Des faiblesses sévères
Cette étude vient confirmer les résultats d'une
recherche précédente réalisée par
les professeurs Boubakri et Cosset et publiée en Angleterre
dans le Journal of African Economies. Une partie de la
recherche portait sur 16 firmes africaines ayant fait l'objet
d'une privatisation entre 1980 et 1992 au Maroc, en Tunisie, au
Sénégal, au Ghana et au Nigéria. Au nombre
des facteurs qui ralentissent la privatisation en Afrique, les
auteurs mentionnaient des marchés de capitaux embryonnaires,
des ressources financières rares, un secteur privé
faible, un revenu per capita faible, une aversion au risque et
un instabilité institutionnelle généralisée.

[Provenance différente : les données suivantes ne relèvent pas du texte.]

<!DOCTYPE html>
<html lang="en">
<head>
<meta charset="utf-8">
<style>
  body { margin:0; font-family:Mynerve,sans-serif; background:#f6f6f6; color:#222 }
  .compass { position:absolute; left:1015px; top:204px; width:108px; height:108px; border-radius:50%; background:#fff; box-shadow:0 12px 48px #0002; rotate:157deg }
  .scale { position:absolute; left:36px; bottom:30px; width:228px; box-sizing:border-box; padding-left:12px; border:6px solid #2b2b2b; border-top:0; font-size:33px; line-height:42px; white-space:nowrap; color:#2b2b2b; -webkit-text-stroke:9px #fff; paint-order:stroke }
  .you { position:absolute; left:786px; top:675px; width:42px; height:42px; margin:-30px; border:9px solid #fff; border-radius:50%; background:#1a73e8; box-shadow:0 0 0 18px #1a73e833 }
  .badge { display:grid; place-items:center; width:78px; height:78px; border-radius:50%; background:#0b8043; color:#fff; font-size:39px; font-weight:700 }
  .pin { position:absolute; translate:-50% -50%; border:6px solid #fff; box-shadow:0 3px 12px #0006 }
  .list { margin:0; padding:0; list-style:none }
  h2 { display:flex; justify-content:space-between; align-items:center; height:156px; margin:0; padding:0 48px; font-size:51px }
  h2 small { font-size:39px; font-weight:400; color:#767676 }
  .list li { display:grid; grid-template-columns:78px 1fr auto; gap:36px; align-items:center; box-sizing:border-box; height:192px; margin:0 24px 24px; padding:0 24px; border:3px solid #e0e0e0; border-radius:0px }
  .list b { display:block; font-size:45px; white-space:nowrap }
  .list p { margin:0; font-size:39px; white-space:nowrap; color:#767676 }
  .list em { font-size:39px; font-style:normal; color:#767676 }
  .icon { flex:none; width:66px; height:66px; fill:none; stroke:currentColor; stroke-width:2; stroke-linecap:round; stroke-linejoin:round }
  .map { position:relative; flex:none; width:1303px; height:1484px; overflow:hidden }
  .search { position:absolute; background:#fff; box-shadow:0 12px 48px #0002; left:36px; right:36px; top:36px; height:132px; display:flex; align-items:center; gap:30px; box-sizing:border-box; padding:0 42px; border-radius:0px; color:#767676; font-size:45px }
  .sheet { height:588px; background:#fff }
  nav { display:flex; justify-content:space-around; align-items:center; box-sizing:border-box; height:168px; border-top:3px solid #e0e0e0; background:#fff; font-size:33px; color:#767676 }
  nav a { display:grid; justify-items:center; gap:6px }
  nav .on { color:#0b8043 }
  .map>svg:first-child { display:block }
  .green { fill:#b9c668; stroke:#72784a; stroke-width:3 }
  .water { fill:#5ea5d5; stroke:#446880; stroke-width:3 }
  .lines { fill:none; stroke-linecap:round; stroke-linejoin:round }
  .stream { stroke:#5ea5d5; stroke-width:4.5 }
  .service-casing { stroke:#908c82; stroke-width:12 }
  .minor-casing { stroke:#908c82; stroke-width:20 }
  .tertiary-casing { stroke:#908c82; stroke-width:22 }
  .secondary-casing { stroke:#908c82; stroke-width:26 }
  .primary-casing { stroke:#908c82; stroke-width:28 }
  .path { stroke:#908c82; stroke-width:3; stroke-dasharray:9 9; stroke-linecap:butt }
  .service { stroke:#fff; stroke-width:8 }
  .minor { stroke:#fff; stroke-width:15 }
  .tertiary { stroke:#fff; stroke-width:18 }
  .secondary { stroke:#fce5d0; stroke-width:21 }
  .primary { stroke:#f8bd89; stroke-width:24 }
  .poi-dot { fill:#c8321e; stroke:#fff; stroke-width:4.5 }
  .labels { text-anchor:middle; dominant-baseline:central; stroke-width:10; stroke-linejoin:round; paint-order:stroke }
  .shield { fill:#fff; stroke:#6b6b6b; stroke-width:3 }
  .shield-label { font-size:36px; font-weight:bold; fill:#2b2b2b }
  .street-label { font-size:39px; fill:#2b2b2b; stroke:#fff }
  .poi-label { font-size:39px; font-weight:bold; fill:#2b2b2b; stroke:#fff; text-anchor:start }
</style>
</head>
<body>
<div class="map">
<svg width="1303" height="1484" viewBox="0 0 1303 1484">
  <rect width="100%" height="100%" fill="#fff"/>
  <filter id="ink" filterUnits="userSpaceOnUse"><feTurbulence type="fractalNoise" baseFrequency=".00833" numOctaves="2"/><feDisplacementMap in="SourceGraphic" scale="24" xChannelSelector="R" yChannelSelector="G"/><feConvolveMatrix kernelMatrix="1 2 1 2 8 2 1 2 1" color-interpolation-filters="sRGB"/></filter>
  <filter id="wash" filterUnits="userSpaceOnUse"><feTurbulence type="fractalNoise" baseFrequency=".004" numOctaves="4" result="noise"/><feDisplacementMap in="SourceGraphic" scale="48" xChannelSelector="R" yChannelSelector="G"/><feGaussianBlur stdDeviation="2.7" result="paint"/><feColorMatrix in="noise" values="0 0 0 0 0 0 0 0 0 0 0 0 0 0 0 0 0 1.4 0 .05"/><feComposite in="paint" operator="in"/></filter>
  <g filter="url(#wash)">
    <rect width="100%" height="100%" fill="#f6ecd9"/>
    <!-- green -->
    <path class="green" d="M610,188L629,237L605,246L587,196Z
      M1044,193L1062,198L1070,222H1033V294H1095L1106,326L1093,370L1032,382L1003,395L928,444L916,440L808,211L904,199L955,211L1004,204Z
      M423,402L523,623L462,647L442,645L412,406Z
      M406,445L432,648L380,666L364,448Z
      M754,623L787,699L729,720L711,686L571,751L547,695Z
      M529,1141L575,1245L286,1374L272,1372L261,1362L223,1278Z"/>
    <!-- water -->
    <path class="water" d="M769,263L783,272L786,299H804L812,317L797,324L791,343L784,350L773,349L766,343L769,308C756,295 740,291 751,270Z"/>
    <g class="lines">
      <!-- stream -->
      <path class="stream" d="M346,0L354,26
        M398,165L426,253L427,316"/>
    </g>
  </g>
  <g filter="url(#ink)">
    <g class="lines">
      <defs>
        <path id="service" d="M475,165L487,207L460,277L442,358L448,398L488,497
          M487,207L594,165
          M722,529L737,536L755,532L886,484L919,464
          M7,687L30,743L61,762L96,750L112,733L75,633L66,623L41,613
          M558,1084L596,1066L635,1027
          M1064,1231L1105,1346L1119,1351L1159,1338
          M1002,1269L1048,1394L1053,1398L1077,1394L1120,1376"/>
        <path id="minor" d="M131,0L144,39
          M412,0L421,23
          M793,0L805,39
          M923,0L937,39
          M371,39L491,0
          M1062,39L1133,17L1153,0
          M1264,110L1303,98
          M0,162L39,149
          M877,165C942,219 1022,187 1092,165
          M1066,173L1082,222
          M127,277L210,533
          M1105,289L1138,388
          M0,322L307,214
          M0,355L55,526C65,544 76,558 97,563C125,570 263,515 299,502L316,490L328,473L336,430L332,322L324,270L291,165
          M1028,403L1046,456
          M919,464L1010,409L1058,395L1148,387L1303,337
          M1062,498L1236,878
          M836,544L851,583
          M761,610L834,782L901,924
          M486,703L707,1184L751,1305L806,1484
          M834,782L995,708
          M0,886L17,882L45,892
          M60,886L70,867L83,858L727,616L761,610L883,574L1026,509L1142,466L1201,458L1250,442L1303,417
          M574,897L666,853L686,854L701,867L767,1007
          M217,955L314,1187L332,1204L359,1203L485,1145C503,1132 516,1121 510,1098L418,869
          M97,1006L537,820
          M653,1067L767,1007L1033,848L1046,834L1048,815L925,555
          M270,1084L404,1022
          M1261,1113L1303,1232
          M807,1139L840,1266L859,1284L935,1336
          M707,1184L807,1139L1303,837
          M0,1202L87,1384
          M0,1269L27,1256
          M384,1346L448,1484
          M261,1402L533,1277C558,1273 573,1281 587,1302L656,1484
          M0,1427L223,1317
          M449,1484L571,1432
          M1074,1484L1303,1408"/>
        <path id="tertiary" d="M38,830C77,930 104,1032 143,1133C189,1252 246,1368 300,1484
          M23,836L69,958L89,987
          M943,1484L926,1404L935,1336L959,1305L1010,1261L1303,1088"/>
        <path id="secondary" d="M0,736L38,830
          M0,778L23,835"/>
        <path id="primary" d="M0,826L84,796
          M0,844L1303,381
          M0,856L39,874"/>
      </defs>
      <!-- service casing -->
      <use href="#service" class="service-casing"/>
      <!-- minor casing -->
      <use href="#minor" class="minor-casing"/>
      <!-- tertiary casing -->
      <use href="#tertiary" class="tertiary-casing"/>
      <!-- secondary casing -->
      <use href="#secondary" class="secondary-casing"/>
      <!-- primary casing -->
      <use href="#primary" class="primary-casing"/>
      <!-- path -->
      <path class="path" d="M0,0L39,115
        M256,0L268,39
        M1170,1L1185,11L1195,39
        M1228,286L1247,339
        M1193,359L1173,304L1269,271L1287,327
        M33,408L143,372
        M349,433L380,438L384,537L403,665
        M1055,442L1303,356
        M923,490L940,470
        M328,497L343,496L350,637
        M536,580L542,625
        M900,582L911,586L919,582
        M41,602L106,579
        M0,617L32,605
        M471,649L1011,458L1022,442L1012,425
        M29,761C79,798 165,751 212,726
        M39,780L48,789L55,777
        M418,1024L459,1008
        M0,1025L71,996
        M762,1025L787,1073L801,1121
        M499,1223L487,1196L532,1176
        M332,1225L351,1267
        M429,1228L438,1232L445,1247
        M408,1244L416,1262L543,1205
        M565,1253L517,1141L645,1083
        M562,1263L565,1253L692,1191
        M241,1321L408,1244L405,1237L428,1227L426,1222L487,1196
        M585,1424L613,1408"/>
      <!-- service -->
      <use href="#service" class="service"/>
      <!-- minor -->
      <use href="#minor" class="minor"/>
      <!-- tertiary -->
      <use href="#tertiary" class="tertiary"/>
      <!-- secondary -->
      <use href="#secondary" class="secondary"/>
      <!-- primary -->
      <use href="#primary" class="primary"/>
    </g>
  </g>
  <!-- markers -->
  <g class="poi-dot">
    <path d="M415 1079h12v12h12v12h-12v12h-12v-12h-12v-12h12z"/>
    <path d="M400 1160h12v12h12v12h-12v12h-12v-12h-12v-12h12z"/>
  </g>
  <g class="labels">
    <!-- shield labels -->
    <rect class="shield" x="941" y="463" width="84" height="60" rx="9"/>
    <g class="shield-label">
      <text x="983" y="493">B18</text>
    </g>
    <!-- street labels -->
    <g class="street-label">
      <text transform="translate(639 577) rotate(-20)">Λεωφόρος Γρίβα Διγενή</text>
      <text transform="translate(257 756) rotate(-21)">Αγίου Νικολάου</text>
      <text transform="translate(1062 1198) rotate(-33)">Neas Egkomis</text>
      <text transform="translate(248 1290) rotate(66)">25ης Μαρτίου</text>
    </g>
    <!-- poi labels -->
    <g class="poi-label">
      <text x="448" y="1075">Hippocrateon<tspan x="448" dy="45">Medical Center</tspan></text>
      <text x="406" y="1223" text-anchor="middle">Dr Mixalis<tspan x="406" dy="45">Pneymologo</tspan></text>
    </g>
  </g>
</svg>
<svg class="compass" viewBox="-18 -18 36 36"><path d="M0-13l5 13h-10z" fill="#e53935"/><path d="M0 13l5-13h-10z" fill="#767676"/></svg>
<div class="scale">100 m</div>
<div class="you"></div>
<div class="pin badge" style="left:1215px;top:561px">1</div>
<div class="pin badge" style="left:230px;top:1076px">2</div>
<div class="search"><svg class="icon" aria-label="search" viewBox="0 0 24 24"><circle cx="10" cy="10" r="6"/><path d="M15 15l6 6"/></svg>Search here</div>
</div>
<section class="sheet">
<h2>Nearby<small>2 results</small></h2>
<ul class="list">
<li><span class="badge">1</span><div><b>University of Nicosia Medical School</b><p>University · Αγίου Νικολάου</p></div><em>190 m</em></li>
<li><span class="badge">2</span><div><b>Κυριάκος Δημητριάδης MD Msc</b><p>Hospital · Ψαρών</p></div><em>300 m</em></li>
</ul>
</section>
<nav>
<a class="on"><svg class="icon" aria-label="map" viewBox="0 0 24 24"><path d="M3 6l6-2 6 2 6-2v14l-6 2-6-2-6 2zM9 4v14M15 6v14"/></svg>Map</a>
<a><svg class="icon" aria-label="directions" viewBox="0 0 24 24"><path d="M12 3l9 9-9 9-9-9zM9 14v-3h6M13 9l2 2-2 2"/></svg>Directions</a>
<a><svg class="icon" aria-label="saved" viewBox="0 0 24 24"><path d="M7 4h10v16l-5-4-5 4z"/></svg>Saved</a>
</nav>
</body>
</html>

Selon Jean-Claude Cosset, les économistes africains ne
sont guère favorables à la privatisation, car ils
ont l'impression que l'on laisse aller les joyaux de la couronne.
En outre, les privatisations se font souvent par vente directe
à des entreprises étrangères, ce qui est
perçu chez certains comme une "recolonisation".
"La Banque mondiale pousse à fond la vente des entreprises
à des investisseurs étrangers, soutient Jean-Claude
Cosset. Pour elle, c'est une façon de régler ce
problème de cadre institutionnel défavorable, en
particulier une mauvaise gouvernance d'entreprise."